Making the choice for an open or closed adoption is certainly a difficult process because many parents want a closed adoption so they do not have to worry about their child knowing their birth parents and one day losing the child to his birth parents. These fears are normal and understandable in adoptive parents, however for the well being of your child you should educate yourself on open and closed adoptions and see all the real benefits open adoption has for your child. Once you deal with your fears concerning open adoption you will realize you have nothing to worry about and will end up with a more balanced and well adjusted child than if you choose closed adoption.
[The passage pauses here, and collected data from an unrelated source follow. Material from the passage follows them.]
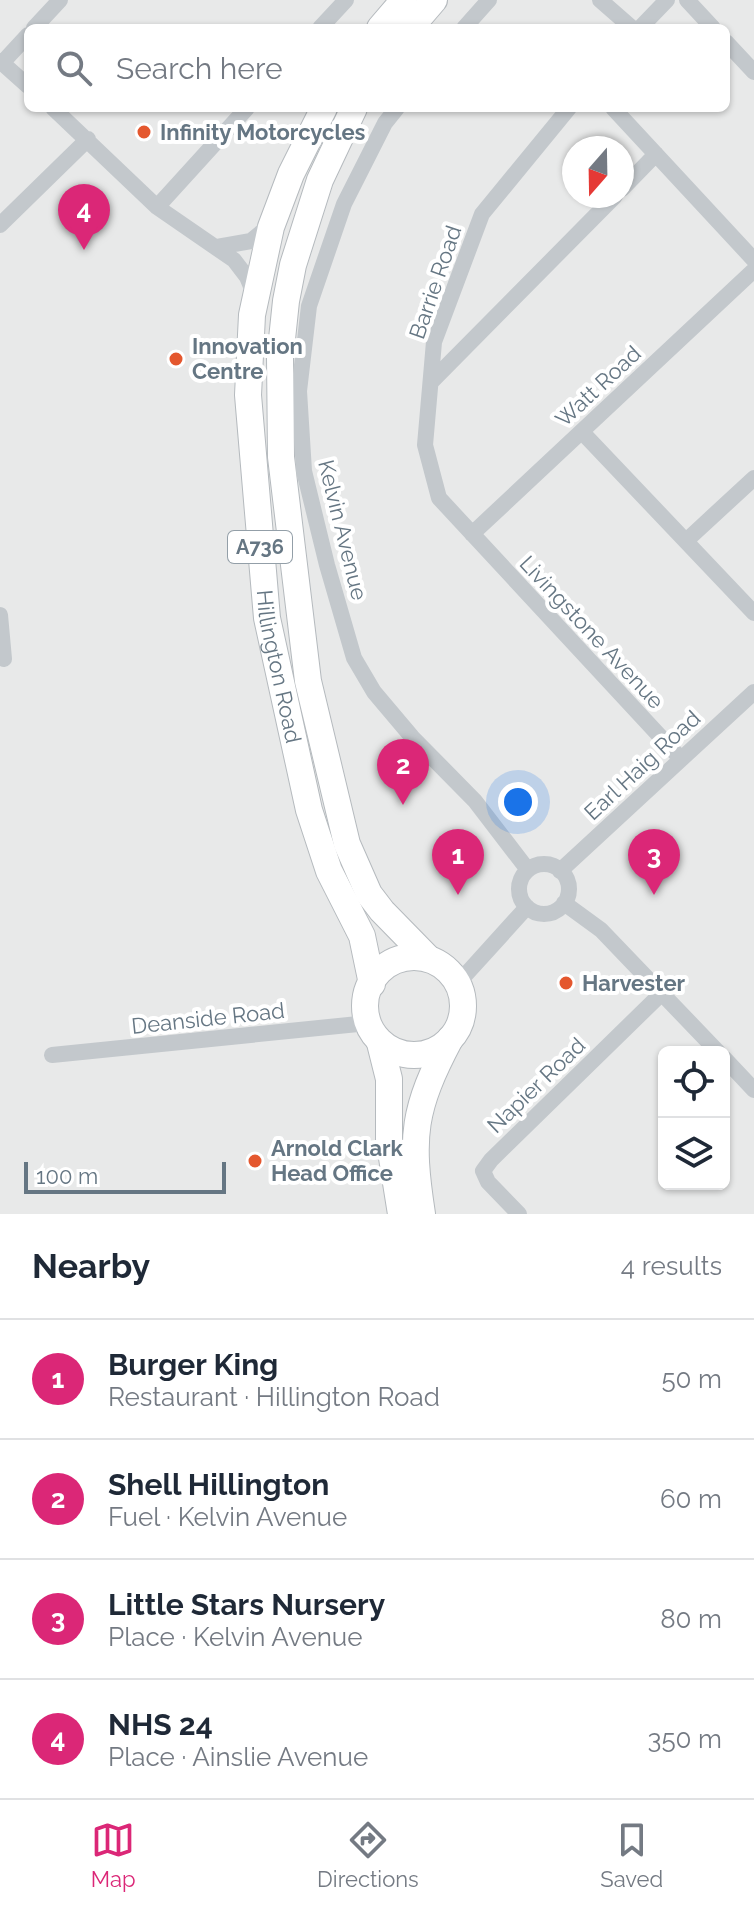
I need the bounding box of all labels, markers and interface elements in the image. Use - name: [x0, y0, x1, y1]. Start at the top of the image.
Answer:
- search box: [24, 24, 730, 112]
- icon: search: [52, 46, 96, 90]
- text: Search here: [116, 51, 283, 86]
- place label: Infinity Motorcycles: [160, 119, 366, 145]
- marker: Infinity Motorcycles: [135, 123, 153, 141]
- north arrow: [562, 136, 634, 208]
- pin: 4: [58, 184, 110, 250]
- street label: Barrie Road: [403, 222, 467, 342]
- place label: Innovation Centre: [192, 333, 303, 384]
- street label: Watt Road: [550, 340, 646, 432]
- marker: Innovation Centre: [167, 350, 185, 368]
- street label: Kelvin Avenue: [313, 457, 373, 603]
- road number: A736: [228, 531, 292, 563]
- street label: Livingstone Avenue: [515, 550, 670, 714]
- street label: Hillington Road: [252, 589, 307, 745]
- street label: Earl Haig Road: [579, 705, 705, 825]
- pin: 2: [377, 739, 429, 805]
- your location: [498, 782, 538, 822]
- pin: 1: [432, 829, 484, 895]
- pin: 3: [628, 829, 680, 895]
- place label: Harvester: [582, 970, 686, 996]
- marker: Harvester: [557, 974, 575, 992]
- street label: Deanside Road: [130, 997, 286, 1039]
- street label: Napier Road: [482, 1032, 590, 1138]
- map controls: [658, 1046, 730, 1190]
- button: locate: [658, 1046, 730, 1118]
- button: layers: [658, 1118, 730, 1190]
- place label: Arnold Clark Head Office: [271, 1135, 404, 1186]
- marker: Arnold Clark Head Office: [246, 1152, 264, 1170]
- scale bar: [24, 1158, 226, 1194]
- text: 100 m: [36, 1163, 98, 1189]
- text: Nearby: [32, 1246, 150, 1286]
- text: 4 results: [621, 1251, 722, 1281]
- text: Burger King: [108, 1347, 278, 1382]
- text: 1: [52, 1364, 64, 1394]
- text: 50 m: [661, 1364, 722, 1394]
- text: Restaurant · Hillington Road: [108, 1382, 440, 1412]
- text: Shell Hillington: [108, 1467, 329, 1502]
- text: 2: [51, 1484, 65, 1514]
- text: 60 m: [660, 1484, 722, 1514]
- text: Fuel · Kelvin Avenue: [108, 1502, 347, 1532]
- text: Little Stars Nursery: [108, 1587, 385, 1622]
- text: 3: [51, 1604, 65, 1634]
- text: 80 m: [660, 1604, 722, 1634]
- text: Place · Kelvin Avenue: [108, 1622, 363, 1652]
- text: NHS 24: [108, 1707, 213, 1742]
- text: 4: [51, 1724, 65, 1754]
- text: 350 m: [648, 1724, 722, 1754]
- text: Place · Ainslie Avenue: [108, 1742, 368, 1772]
- tab: Map: [91, 1818, 136, 1892]
- tab: Directions: [317, 1818, 419, 1892]
- tab: Saved: [600, 1818, 663, 1892]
Also, once you meet the birth parents this might calm your fears a bit and you may be able to be involved throughout the pregnancy. With an open adoption your child will know that his birth parents loved him but were simply unable to care for him due to age, financial status, or fear of being able to properly care for a child. When your child realizes his birth parents made the best possible choice for his well being by placing him with his adoptive parents he will not have the emotional issues that result when adopted children come to the conclusion they were not good enough to be loved by their birth parents. In many cases this is completely wrong, but studies show that adopted children frequently have these feelings regardless of the love their adoptive family gives them.
Because of your child it is important to realize he has a connection with his birth parents and has a right to know who they are, why the gave him up for adoption, and that he was loved. Bury your fears about open adoption and one day losing your child to the birth parents and choose open adoption in order to have the healthiest, happiest and most well adjusted child possible.